Retype the records below exactly as they appear.

Material to process Start Marker

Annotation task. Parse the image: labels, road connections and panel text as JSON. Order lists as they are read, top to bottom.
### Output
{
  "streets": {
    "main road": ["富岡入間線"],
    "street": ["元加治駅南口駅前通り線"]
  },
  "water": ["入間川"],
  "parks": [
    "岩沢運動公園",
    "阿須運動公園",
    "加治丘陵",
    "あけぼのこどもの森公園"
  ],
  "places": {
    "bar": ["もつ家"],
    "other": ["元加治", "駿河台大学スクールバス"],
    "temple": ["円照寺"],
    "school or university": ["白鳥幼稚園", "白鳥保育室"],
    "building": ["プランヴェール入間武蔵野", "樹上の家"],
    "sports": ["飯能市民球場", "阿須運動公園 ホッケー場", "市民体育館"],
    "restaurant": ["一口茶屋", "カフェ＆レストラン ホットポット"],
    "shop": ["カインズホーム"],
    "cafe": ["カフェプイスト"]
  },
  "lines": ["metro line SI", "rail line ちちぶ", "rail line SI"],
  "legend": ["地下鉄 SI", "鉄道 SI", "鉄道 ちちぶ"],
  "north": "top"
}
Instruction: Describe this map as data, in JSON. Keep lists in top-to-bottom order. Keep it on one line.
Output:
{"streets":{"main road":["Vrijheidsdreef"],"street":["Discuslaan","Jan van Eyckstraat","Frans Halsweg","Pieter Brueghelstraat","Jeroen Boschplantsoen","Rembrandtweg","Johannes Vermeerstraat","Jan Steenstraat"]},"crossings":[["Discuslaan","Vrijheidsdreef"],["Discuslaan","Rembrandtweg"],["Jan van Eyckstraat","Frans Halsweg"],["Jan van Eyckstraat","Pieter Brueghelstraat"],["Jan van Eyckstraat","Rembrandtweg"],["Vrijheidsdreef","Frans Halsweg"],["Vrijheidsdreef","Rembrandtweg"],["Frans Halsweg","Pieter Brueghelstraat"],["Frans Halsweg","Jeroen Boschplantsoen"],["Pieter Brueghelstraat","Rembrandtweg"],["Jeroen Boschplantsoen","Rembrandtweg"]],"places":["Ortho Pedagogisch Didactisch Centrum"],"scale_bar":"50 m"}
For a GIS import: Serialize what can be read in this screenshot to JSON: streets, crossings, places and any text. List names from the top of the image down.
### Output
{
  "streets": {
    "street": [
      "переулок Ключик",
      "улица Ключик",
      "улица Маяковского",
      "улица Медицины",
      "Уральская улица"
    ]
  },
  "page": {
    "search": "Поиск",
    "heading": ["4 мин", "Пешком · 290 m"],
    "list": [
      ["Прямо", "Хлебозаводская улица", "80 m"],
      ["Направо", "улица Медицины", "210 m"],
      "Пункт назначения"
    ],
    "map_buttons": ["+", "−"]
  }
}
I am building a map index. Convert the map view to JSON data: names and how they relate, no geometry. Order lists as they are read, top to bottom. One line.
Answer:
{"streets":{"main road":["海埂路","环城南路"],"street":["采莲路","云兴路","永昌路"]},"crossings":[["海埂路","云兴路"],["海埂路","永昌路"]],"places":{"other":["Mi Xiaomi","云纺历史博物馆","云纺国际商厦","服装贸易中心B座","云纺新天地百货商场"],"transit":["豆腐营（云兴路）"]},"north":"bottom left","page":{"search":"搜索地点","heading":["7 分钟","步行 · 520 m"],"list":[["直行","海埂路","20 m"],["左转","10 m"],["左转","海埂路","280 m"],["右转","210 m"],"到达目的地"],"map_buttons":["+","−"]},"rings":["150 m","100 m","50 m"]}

Material to process End Marker

Written solution:
Annotation task. Parse the image: labels, road connections and panel text as JSON. Order lists as they are read, top to bottom.
### Output
{
  "streets": {
    "main road": ["富岡入間線"],
    "street": ["元加治駅南口駅前通り線"]
  },
  "water": ["入間川"],
  "parks": [
    "岩沢運動公園",
    "阿須運動公園",
    "加治丘陵",
    "あけぼのこどもの森公園"
  ],
  "places": {
    "bar": ["もつ家"],
    "other": ["元加治", "駿河台大学スクールバス"],
    "temple": ["円照寺"],
    "school or university": ["白鳥幼稚園", "白鳥保育室"],
    "building": ["プランヴェール入間武蔵野", "樹上の家"],
    "sports": ["飯能市民球場", "阿須運動公園 ホッケー場", "市民体育館"],
    "restaurant": ["一口茶屋", "カフェ＆レストラン ホットポット"],
    "shop": ["カインズホーム"],
    "cafe": ["カフェプイスト"]
  },
  "lines": ["metro line SI", "rail line ちちぶ", "rail line SI"],
  "legend": ["地下鉄 SI", "鉄道 SI", "鉄道 ちちぶ"],
  "north": "top"
}
Instruction: Describe this map as data, in JSON. Keep lists in top-to-bottom order. Keep it on one line.
Output:
{"streets":{"main road":["Vrijheidsdreef"],"street":["Discuslaan","Jan van Eyckstraat","Frans Halsweg","Pieter Brueghelstraat","Jeroen Boschplantsoen","Rembrandtweg","Johannes Vermeerstraat","Jan Steenstraat"]},"crossings":[["Discuslaan","Vrijheidsdreef"],["Discuslaan","Rembrandtweg"],["Jan van Eyckstraat","Frans Halsweg"],["Jan van Eyckstraat","Pieter Brueghelstraat"],["Jan van Eyckstraat","Rembrandtweg"],["Vrijheidsdreef","Frans Halsweg"],["Vrijheidsdreef","Rembrandtweg"],["Frans Halsweg","Pieter Brueghelstraat"],["Frans Halsweg","Jeroen Boschplantsoen"],["Pieter Brueghelstraat","Rembrandtweg"],["Jeroen Boschplantsoen","Rembrandtweg"]],"places":["Ortho Pedagogisch Didactisch Centrum"],"scale_bar":"50 m"}
For a GIS import: Serialize what can be read in this screenshot to JSON: streets, crossings, places and any text. List names from the top of the image down.
### Output
{
  "streets": {
    "street": [
      "переулок Ключик",
      "улица Ключик",
      "улица Маяковского",
      "улица Медицины",
      "Уральская улица"
    ]
  },
  "page": {
    "search": "Поиск",
    "heading": ["4 мин", "Пешком · 290 m"],
    "list": [
      ["Прямо", "Хлебозаводская улица", "80 m"],
      ["Направо", "улица Медицины", "210 m"],
      "Пункт назначения"
    ],
    "map_buttons": ["+", "−"]
  }
}
I am building a map index. Convert the map view to JSON data: names and how they relate, no geometry. Order lists as they are read, top to bottom. One line.
Answer:
{"streets":{"main road":["海埂路","环城南路"],"street":["采莲路","云兴路","永昌路"]},"crossings":[["海埂路","云兴路"],["海埂路","永昌路"]],"places":{"other":["Mi Xiaomi","云纺历史博物馆","云纺国际商厦","服装贸易中心B座","云纺新天地百货商场"],"transit":["豆腐营（云兴路）"]},"north":"bottom left","page":{"search":"搜索地点","heading":["7 分钟","步行 · 520 m"],"list":[["直行","海埂路","20 m"],["左转","10 m"],["左转","海埂路","280 m"],["右转","210 m"],"到达目的地"],"map_buttons":["+","−"]},"rings":["150 m","100 m","50 m"]}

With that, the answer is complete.